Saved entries
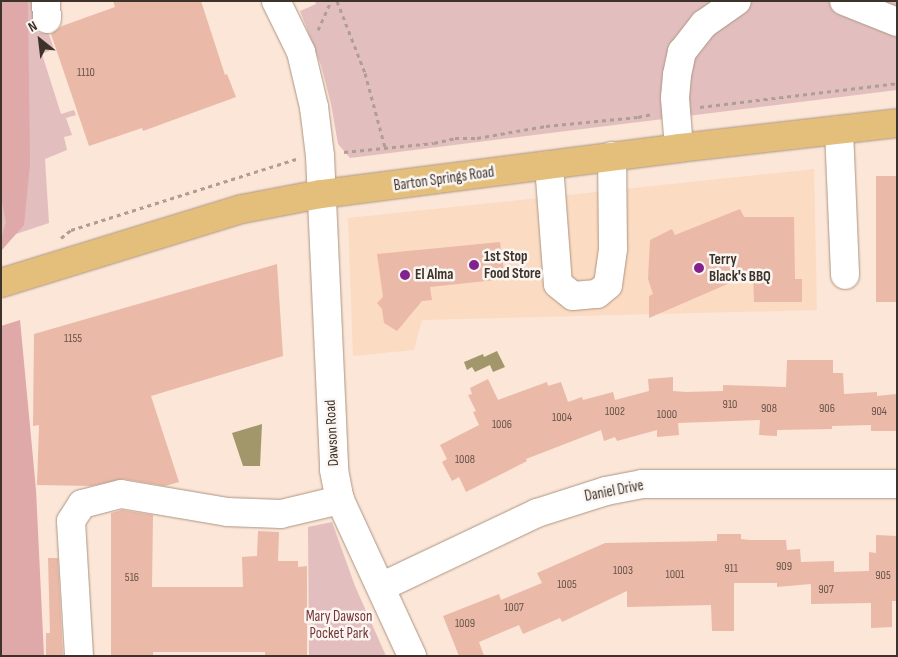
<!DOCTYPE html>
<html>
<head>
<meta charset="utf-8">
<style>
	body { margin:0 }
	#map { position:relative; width:898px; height:657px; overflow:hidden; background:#fbe6d7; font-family:"Sofia Sans Condensed",sans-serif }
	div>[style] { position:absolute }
	.built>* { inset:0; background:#fcdbc3 }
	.green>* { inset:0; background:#e2bfbe }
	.forest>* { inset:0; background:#dea9a8 }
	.water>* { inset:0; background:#a2976a }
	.building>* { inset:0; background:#eab9a8; transform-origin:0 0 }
	.path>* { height:3px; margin-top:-1.5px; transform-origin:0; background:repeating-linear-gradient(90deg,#af9e92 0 4px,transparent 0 8px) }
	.roads { filter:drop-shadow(0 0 1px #ad9583) drop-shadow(0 0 1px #ad9583) }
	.minor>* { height:28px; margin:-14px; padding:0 14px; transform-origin:14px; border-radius:14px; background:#fff }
	.major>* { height:28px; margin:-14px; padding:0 14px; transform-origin:14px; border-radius:14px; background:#e3bf7b }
	.dots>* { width:14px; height:14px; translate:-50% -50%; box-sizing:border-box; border:2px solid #fcf6f3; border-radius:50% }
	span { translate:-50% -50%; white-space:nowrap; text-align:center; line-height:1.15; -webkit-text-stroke:5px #fcf6f3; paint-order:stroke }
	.number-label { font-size:12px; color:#68544a }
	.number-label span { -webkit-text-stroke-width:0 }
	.street-label { font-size:15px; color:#3d332b }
	.poi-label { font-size:15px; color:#3d332b; font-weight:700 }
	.left { translate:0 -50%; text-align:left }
	.park-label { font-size:15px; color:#763536 }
	.frame { position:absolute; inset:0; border:2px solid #3d332b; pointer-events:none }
	.north { position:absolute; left:15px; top:15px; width:50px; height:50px; -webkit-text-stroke:4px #fcf6f3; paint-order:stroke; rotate:331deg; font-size:14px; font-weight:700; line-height:20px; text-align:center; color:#3d332b }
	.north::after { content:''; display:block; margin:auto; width:18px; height:22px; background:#3d332b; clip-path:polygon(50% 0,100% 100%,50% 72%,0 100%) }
</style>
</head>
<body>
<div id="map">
	<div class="built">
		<i style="clip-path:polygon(814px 169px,817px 310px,422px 320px,414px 350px,353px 356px,348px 218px)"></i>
	</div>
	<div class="green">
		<i style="clip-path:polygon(1px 1px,36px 1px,38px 33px,48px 32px,54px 49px,42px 54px,61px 114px,74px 110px,76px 115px,66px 118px,72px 135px,64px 137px,67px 150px,45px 159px,49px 223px,1px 239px)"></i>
		<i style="clip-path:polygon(315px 1px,897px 1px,897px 90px,350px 158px,338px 144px,331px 104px,321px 65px,300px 11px,316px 4px)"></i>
		<i style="clip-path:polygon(332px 522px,355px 586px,386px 656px,309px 656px,308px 527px)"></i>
	</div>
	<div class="forest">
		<i style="clip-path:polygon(1px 1px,28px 1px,30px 164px,24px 225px,1px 251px,1px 239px,6px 222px,1px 197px)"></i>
		<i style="clip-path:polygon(20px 320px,36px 490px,44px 656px,1px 656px,1px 326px)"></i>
	</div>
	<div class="water">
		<i style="clip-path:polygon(497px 351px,505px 367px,493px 372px,490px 365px,475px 372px,472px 367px,467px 370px,464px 362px,483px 354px,484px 357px)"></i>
		<i style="clip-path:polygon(262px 424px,260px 466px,243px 466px,232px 433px)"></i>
	</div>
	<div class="building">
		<i style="clip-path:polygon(113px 1px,201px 1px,225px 75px,227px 74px,236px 97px,143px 131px,142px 128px,89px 146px,51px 34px,62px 26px,115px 7px)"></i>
		<i style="left:897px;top:176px;width:126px;height:21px;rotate:90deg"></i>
		<i style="clip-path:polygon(740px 209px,744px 217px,794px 217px,795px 279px,802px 279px,802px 302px,754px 302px,753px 273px,649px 318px,649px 296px,653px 294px,648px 279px,650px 240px,672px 229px,675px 235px)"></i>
		<i style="clip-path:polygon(500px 242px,505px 279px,430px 287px,432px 300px,422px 301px,397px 331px,384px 323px,382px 309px,377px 303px,383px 297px,377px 254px)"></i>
		<i style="clip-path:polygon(277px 264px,283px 356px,151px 396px,179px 482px,165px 486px,123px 479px,91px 486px,37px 485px,39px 425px,33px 426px,34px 334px)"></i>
		<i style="clip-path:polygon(787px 360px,833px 360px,833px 373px,843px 373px,844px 394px,877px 392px,877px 396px,896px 394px,897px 431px,871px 431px,871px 425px,832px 426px,832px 429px,777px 430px,777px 436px,759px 435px,760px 420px,678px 423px,679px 435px,657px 437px,657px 430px,617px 441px,615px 437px,604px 441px,601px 430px,526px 459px,527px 461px,466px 492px,459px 477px,452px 481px,442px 462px,447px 459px,440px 445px,479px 425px,473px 412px,476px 411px,468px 395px,472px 394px,470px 388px,488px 379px,498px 400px,547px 382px,548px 386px,561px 382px,568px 402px,582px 397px,583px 400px,613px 392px,615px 400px,649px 391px,648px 379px,673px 377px,673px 391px,686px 392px,723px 391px,723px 385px,786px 387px)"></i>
		<i style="clip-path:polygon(122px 510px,153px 515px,152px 587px,243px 587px,242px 557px,257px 556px,258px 531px,279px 532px,278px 561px,298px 561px,298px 567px,307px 566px,307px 656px,265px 656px,265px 652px,153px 652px,153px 655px,111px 655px,111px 513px)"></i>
		<i style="clip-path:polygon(717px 534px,741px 534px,741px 539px,750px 540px,786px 540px,787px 550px,800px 549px,801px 562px,834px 561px,834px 572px,869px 571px,869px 552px,876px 553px,876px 535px,897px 536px,897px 601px,892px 601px,892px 627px,871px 628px,871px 603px,811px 604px,811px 584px,777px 587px,777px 583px,734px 583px,734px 631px,712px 631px,711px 605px,627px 607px,627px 591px,562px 622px,560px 618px,523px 634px,519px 625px,479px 642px,484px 656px,459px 656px,443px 616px,499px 594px,501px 600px,542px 583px,537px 573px,605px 543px,717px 541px)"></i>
		<i style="clip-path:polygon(48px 558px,58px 558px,63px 656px,46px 656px,46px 633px,50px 633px)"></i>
	</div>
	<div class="path">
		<i style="left:337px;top:1px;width:77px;rotate:68.7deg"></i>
		<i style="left:365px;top:73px;width:77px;rotate:74.9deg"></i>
		<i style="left:318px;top:30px;width:32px;rotate:-66deg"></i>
		<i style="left:700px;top:107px;width:198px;rotate:-6.9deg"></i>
		<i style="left:344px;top:152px;width:90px;rotate:-5.7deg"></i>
		<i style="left:434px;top:143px;width:22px;rotate:-13deg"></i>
		<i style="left:455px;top:138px;width:22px"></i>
		<i style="left:477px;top:138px;width:70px;rotate:-9.9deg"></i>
		<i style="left:546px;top:126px;width:92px;rotate:-5.6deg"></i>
		<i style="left:638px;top:117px;width:14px;rotate:-12deg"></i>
		<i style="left:61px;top:238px;width:13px;rotate:-39deg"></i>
		<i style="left:71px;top:230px;width:236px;rotate:-17.5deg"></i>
	</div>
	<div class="roads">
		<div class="minor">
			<i style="left:46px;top:1px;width:18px;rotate:87deg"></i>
			<i style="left:276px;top:1px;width:57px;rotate:63.9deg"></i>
			<i style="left:301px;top:52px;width:57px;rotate:76.7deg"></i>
			<i style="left:314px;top:107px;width:49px;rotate:83deg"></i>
			<i style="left:320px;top:156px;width:314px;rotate:87.4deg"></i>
			<i style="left:334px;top:470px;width:31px;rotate:79deg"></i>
			<i style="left:340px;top:500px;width:172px;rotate:65.2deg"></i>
			<i style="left:844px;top:1px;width:57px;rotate:21.6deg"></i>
			<i style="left:839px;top:130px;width:145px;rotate:87.6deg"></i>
			<i style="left:679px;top:148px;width:50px;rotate:-94.6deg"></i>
			<i style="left:675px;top:98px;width:23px;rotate:-85deg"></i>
			<i style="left:677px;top:75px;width:24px;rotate:-78deg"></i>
			<i style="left:682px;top:52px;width:36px;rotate:-52deg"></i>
			<i style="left:704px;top:24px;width:40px;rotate:-34.9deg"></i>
			<i style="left:549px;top:165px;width:119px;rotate:85.7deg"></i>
			<i style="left:558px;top:284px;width:19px;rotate:39deg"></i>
			<i style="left:573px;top:296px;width:24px;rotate:-5deg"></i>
			<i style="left:597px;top:294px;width:14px;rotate:-39deg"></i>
			<i style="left:608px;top:285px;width:37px;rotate:-82deg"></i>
			<i style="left:613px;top:248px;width:92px;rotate:-90.6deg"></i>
			<i style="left:381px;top:587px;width:173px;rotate:-25.4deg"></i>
			<i style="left:537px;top:513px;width:72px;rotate:-17.7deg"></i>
			<i style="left:606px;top:491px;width:37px;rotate:-11deg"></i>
			<i style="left:642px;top:484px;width:255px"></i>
			<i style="left:79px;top:656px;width:135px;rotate:-93.4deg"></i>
			<i style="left:71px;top:521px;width:20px;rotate:-57deg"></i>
			<i style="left:82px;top:504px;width:40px;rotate:-14.4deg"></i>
			<i style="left:121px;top:494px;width:108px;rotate:9.6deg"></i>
			<i style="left:227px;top:512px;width:54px;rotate:2.1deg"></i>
			<i style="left:281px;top:514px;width:61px;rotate:-13.3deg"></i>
		</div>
		<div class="major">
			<i style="left:1px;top:283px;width:252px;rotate:-17.1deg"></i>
			<i style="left:242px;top:209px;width:80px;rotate:-10.8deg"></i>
			<i style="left:321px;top:194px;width:361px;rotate:-7.3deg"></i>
			<i style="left:679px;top:148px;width:219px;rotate:-6.5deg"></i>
		</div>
	</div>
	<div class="dots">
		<i style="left:474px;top:265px;background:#83228d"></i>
		<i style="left:699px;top:268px;background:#83228d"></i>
		<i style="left:405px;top:275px;background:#83228d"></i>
	</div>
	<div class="number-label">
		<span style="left:86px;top:73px">1110</span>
		<span style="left:73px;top:339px">1155</span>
		<span style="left:730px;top:405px">910</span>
		<span style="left:769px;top:409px">908</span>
		<span style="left:827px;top:409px">906</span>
		<span style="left:615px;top:412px">1002</span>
		<span style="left:879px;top:412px">904</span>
		<span style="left:667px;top:415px">1000</span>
		<span style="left:562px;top:418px">1004</span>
		<span style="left:502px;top:425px">1006</span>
		<span style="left:465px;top:460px">1008</span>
		<span style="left:784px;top:567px">909</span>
		<span style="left:731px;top:569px">911</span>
		<span style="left:623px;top:571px">1003</span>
		<span style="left:675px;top:575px">1001</span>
		<span style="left:883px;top:576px">905</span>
		<span style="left:132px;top:578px">516</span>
		<span style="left:567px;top:585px">1005</span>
		<span style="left:826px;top:590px">907</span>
		<span style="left:514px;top:608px">1007</span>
		<span style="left:465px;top:624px">1009</span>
	</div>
	<div class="street-label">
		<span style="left:444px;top:179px;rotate:-8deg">Barton Springs Road</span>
		<span style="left:332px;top:433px;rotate:-93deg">Dawson Road</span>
		<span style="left:614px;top:491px;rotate:-11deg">Daniel Drive</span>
	</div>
	<div class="poi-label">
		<span class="left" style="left:484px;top:265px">1st Stop<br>Food Store</span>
		<span class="left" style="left:709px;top:268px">Terry<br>Black's BBQ</span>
		<span class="left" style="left:415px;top:275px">El Alma</span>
	</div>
	<div class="park-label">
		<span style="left:339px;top:625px">Mary Dawson<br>Pocket Park</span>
	</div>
	<div class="frame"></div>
	<div class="north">N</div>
</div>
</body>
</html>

◆ Work item
Leave the pictures out, and restate exactly the lines from the start of the records through the one that contains "font-size:15px; color:#3d332b; font-weight:700".

◆ Your response
<!DOCTYPE html>
<html>
<head>
<meta charset="utf-8">
<style>
	body { margin:0 }
	#map { position:relative; width:898px; height:657px; overflow:hidden; background:#fbe6d7; font-family:"Sofia Sans Condensed",sans-serif }
	div>[style] { position:absolute }
	.built>* { inset:0; background:#fcdbc3 }
	.green>* { inset:0; background:#e2bfbe }
	.forest>* { inset:0; background:#dea9a8 }
	.water>* { inset:0; background:#a2976a }
	.building>* { inset:0; background:#eab9a8; transform-origin:0 0 }
	.path>* { height:3px; margin-top:-1.5px; transform-origin:0; background:repeating-linear-gradient(90deg,#af9e92 0 4px,transparent 0 8px) }
	.roads { filter:drop-shadow(0 0 1px #ad9583) drop-shadow(0 0 1px #ad9583) }
	.minor>* { height:28px; margin:-14px; padding:0 14px; transform-origin:14px; border-radius:14px; background:#fff }
	.major>* { height:28px; margin:-14px; padding:0 14px; transform-origin:14px; border-radius:14px; background:#e3bf7b }
	.dots>* { width:14px; height:14px; translate:-50% -50%; box-sizing:border-box; border:2px solid #fcf6f3; border-radius:50% }
	span { translate:-50% -50%; white-space:nowrap; text-align:center; line-height:1.15; -webkit-text-stroke:5px #fcf6f3; paint-order:stroke }
	.number-label { font-size:12px; color:#68544a }
	.number-label span { -webkit-text-stroke-width:0 }
	.street-label { font-size:15px; color:#3d332b }
	.poi-label { font-size:15px; color:#3d332b; font-weight:700 }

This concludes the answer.